Exercise description> Where a line of the entries holds the string "bubble", copy that line.

Collected data>
■ ■ ■
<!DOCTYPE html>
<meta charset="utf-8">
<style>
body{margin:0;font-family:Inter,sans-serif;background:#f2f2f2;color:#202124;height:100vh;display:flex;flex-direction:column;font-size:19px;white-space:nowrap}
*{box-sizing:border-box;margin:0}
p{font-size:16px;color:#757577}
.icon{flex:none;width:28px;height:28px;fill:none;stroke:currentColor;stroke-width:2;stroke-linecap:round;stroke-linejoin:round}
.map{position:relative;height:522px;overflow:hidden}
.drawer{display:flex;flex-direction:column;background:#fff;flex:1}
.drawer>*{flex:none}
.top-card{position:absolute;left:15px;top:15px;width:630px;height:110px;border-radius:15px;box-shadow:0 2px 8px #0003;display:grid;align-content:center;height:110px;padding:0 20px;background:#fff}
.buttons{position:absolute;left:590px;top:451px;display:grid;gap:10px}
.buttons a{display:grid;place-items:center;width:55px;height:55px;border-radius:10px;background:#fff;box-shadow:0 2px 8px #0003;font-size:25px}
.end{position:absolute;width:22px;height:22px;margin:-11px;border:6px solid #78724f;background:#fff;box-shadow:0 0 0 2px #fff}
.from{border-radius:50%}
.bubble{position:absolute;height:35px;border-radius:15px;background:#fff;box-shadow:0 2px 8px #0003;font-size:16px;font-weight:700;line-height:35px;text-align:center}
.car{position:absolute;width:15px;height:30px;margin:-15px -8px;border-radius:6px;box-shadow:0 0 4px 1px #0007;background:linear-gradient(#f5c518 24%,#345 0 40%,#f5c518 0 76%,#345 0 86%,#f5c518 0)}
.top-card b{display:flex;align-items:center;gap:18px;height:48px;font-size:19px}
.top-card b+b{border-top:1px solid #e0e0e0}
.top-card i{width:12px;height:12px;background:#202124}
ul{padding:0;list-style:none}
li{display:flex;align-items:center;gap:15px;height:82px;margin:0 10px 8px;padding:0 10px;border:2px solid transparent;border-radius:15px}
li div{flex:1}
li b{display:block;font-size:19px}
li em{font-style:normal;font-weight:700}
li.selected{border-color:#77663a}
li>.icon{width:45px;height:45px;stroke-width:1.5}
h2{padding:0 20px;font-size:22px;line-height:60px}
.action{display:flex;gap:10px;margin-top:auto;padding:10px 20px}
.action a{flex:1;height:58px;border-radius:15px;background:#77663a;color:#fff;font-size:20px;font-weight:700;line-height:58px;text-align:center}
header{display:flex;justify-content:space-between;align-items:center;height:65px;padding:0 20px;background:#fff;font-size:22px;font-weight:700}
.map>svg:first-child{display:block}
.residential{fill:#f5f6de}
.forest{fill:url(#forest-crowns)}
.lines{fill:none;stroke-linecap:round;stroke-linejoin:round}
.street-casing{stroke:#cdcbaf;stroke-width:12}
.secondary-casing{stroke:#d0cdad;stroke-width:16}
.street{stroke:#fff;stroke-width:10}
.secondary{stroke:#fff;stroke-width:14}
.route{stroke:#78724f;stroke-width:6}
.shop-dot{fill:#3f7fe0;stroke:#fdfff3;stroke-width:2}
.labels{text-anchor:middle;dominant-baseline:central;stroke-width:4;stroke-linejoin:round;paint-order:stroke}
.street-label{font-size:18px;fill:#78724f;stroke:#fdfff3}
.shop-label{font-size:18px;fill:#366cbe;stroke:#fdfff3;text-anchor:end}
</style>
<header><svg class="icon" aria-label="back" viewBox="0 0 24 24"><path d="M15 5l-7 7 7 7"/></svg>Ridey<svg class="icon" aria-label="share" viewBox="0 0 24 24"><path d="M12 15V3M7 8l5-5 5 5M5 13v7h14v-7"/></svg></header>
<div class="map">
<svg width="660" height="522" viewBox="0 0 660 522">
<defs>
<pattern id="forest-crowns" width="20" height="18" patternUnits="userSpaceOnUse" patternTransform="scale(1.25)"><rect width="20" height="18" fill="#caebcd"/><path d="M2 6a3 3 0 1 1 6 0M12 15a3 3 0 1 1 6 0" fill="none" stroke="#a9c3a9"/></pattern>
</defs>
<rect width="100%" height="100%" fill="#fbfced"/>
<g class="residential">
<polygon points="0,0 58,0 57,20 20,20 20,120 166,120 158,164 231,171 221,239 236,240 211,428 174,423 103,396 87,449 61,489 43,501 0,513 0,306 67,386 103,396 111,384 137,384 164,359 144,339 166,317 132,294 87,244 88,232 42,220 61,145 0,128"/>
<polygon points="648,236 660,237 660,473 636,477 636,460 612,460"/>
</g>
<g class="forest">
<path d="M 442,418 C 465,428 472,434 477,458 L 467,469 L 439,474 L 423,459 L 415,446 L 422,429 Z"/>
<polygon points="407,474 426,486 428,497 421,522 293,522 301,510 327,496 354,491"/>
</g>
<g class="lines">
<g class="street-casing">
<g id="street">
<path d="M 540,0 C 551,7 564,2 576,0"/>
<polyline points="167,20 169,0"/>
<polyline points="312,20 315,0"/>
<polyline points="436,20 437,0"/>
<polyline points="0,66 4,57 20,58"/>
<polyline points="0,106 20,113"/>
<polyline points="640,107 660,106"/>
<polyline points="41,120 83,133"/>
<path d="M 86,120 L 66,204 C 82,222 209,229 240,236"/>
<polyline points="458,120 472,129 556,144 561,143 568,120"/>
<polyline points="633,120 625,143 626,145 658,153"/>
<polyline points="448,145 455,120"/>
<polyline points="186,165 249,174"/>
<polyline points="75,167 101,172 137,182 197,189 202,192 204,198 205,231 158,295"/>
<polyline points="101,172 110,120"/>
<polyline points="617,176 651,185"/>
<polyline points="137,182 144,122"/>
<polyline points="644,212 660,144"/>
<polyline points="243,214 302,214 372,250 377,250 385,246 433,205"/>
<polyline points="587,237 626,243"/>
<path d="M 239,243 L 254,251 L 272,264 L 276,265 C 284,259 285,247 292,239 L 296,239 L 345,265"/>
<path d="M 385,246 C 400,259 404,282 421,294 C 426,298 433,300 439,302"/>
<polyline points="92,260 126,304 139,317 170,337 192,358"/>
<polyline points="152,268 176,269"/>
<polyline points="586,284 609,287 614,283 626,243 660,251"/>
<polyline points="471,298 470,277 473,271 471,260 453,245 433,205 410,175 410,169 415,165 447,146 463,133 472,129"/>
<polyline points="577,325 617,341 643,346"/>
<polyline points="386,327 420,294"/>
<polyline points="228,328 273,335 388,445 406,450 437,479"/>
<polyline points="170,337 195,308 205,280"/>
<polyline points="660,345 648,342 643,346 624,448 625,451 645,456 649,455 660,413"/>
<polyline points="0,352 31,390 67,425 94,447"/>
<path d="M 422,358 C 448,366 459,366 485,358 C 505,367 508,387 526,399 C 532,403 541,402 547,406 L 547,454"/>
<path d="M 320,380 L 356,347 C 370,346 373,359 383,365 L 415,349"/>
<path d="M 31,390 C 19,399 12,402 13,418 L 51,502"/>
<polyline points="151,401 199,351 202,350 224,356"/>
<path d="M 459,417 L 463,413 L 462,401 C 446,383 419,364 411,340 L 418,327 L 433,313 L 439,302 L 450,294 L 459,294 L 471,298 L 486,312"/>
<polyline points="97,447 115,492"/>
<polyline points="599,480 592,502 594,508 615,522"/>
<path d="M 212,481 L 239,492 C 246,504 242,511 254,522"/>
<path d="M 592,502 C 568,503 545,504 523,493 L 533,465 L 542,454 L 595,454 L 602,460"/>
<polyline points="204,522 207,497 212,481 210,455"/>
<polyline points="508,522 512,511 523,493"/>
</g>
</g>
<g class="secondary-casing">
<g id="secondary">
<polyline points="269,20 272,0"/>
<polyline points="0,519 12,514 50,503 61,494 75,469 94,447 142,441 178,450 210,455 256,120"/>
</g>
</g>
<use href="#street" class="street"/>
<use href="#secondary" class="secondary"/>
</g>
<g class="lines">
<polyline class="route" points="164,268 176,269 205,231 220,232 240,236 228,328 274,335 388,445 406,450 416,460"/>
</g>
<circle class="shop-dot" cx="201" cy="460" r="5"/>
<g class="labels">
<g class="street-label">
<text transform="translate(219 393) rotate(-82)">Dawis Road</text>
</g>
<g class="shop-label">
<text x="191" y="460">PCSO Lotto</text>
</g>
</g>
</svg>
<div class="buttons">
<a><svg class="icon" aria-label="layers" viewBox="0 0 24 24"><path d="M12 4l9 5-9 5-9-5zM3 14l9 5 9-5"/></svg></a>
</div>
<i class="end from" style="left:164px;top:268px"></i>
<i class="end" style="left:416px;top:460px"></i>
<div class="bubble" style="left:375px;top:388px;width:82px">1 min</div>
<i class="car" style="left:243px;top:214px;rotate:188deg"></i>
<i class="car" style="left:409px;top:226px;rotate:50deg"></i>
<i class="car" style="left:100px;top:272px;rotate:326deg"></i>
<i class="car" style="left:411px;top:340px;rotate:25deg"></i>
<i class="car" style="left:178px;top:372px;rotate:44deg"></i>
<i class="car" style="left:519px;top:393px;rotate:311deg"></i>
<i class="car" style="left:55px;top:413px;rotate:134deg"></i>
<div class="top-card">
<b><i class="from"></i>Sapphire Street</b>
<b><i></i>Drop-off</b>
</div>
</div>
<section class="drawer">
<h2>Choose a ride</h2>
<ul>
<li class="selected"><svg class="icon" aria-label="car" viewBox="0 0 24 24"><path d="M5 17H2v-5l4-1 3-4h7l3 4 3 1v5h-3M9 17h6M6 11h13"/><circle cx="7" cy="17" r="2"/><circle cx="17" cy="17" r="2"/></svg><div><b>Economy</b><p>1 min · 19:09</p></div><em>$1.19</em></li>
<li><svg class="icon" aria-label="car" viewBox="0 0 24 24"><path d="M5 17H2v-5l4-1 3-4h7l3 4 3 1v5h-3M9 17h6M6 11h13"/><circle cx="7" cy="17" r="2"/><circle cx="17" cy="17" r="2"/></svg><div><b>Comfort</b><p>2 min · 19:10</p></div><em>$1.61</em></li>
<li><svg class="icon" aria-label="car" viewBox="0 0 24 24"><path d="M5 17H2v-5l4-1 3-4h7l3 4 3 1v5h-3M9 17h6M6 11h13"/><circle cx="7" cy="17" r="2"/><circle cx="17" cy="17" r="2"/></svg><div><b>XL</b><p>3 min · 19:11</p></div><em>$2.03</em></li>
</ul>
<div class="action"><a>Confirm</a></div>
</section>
■ ■ ■
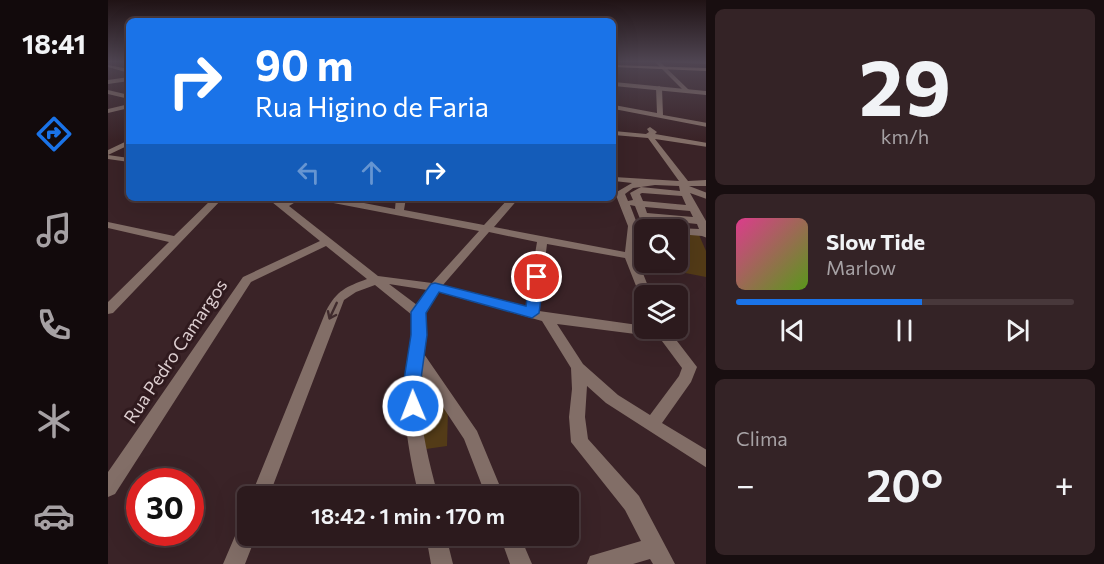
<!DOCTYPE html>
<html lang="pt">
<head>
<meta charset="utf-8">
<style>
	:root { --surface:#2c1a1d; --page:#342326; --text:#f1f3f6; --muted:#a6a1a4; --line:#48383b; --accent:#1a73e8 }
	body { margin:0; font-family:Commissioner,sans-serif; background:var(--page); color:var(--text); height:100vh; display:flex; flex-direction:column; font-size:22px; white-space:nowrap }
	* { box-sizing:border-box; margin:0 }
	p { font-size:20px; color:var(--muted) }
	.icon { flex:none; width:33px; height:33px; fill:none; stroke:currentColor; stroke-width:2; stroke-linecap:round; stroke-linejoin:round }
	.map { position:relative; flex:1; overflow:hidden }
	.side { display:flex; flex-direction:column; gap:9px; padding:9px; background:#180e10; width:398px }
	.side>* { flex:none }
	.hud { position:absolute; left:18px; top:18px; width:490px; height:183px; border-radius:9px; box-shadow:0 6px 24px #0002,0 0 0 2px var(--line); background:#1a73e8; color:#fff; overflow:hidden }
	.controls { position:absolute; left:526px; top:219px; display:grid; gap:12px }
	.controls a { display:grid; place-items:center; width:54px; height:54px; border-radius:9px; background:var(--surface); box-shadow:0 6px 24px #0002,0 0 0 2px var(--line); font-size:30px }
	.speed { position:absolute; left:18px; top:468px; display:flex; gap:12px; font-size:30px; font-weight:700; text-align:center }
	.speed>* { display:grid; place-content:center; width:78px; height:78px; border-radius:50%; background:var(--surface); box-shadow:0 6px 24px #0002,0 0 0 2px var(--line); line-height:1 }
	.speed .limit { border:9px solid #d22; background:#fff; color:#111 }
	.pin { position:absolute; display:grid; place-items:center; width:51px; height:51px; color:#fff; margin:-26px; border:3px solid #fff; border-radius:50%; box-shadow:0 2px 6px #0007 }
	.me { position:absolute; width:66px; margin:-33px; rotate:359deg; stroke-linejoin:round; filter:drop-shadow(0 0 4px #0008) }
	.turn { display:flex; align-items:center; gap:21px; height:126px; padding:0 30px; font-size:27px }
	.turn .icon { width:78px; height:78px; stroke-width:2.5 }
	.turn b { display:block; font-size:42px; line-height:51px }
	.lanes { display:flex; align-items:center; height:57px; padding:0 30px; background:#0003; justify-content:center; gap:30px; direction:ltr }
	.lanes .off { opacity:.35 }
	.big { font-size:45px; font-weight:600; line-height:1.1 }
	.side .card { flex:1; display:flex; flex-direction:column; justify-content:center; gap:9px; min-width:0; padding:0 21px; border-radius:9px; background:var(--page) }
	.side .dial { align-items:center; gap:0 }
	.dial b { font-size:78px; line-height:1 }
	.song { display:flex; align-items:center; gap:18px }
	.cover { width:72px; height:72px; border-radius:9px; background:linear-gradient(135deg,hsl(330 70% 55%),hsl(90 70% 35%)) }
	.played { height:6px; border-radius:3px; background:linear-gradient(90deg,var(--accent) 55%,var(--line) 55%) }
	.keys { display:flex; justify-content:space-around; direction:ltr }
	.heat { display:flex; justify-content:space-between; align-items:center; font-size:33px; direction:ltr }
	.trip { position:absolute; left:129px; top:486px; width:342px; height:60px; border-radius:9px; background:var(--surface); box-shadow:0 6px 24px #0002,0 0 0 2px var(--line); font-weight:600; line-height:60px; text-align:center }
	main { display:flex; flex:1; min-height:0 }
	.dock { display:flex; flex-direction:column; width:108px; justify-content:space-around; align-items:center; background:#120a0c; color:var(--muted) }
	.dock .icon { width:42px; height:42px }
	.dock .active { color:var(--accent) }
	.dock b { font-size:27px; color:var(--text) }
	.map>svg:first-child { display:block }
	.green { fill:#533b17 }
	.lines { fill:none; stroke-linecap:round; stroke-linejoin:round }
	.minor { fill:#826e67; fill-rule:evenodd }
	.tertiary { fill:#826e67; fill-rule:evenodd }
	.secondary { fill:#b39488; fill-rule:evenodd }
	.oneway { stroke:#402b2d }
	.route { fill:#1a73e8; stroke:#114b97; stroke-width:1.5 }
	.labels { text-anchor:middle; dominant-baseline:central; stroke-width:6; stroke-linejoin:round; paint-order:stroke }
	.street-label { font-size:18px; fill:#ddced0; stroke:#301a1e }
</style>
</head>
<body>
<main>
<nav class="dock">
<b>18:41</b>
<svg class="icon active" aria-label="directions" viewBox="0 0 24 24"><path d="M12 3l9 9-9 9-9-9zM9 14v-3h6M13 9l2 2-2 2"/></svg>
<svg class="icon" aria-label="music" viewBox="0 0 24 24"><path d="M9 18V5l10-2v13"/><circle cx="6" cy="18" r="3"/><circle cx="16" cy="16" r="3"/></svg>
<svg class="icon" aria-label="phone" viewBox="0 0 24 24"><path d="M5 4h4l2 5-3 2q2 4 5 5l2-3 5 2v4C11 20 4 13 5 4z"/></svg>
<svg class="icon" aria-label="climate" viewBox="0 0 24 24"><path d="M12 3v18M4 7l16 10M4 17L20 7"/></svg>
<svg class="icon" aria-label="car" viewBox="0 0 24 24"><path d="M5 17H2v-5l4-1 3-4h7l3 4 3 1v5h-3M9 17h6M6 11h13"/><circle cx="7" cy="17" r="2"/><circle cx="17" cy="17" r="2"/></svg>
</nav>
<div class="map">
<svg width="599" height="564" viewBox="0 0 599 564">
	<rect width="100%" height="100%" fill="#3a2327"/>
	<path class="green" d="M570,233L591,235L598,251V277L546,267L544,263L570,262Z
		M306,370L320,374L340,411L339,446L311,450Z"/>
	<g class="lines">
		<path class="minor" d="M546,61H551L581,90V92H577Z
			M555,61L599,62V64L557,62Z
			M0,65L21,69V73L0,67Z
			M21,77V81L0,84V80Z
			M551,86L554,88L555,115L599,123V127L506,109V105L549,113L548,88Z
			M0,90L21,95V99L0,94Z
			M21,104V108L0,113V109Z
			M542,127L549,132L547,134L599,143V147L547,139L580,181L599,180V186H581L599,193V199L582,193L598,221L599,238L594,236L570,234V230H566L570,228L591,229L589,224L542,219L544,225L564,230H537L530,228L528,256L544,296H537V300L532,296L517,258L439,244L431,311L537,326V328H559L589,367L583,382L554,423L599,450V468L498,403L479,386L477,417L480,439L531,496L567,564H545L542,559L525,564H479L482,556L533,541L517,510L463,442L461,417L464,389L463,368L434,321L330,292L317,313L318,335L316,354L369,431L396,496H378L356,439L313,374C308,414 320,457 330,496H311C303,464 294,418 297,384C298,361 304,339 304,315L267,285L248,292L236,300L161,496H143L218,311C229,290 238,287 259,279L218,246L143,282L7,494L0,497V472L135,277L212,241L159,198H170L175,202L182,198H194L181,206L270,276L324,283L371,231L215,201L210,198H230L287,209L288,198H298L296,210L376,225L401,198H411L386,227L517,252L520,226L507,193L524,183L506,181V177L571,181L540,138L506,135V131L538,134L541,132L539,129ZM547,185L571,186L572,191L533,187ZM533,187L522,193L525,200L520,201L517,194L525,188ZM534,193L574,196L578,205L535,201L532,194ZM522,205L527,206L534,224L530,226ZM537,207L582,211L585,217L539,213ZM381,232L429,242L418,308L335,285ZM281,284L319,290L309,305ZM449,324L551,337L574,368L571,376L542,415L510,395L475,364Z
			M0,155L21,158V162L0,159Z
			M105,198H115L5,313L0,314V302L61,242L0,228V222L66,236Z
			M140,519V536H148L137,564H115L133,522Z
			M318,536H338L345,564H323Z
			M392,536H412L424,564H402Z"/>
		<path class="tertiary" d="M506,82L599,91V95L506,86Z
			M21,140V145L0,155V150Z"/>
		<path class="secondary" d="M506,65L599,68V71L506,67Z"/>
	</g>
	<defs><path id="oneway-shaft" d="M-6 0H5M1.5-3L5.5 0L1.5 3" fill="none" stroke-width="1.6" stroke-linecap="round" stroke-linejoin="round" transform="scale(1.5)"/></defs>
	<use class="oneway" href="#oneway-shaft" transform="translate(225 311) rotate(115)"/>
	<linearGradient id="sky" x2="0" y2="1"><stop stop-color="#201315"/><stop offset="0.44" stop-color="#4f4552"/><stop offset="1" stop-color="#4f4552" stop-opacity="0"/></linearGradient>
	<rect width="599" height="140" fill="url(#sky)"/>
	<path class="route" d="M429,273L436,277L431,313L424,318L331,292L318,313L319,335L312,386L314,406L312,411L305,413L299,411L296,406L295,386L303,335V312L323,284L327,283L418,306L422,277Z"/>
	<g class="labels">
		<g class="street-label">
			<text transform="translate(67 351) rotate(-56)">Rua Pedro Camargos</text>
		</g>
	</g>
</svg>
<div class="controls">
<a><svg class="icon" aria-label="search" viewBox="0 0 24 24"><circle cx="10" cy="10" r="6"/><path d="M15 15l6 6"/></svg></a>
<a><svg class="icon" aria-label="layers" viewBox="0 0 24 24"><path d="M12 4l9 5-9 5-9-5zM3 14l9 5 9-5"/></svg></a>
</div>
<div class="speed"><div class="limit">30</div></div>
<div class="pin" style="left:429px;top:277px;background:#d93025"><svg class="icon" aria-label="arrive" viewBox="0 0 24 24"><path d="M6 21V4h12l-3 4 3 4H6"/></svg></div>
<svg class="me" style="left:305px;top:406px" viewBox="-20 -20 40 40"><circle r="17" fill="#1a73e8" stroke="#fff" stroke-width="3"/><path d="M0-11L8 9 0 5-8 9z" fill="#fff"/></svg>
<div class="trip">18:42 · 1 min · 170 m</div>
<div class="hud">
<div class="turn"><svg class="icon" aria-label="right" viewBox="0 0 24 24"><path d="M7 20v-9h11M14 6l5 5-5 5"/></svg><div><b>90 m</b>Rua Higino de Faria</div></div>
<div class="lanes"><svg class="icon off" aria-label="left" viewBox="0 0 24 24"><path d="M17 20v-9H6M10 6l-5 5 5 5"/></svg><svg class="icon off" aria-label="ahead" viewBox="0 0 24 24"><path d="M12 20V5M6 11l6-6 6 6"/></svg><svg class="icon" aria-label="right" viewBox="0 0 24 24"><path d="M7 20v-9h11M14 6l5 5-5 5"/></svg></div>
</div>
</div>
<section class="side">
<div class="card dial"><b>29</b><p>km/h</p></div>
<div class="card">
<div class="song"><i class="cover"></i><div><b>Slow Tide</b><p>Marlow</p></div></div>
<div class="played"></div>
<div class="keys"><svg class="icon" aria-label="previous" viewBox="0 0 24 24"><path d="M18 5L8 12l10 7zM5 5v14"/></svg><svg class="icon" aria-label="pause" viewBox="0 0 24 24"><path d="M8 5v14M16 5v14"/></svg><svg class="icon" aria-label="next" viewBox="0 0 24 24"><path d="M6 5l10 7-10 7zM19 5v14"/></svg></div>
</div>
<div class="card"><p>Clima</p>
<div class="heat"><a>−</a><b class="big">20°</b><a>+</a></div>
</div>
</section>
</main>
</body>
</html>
■ ■ ■
Solution for this task>
.bubble{position:absolute;height:35px;border-radius:15px;background:#fff;box-shadow:0 2px 8px #0003;font-size:16px;font-weight:700;line-height:35px;text-align:center}
<div class="bubble" style="left:375px;top:388px;width:82px">1 min</div>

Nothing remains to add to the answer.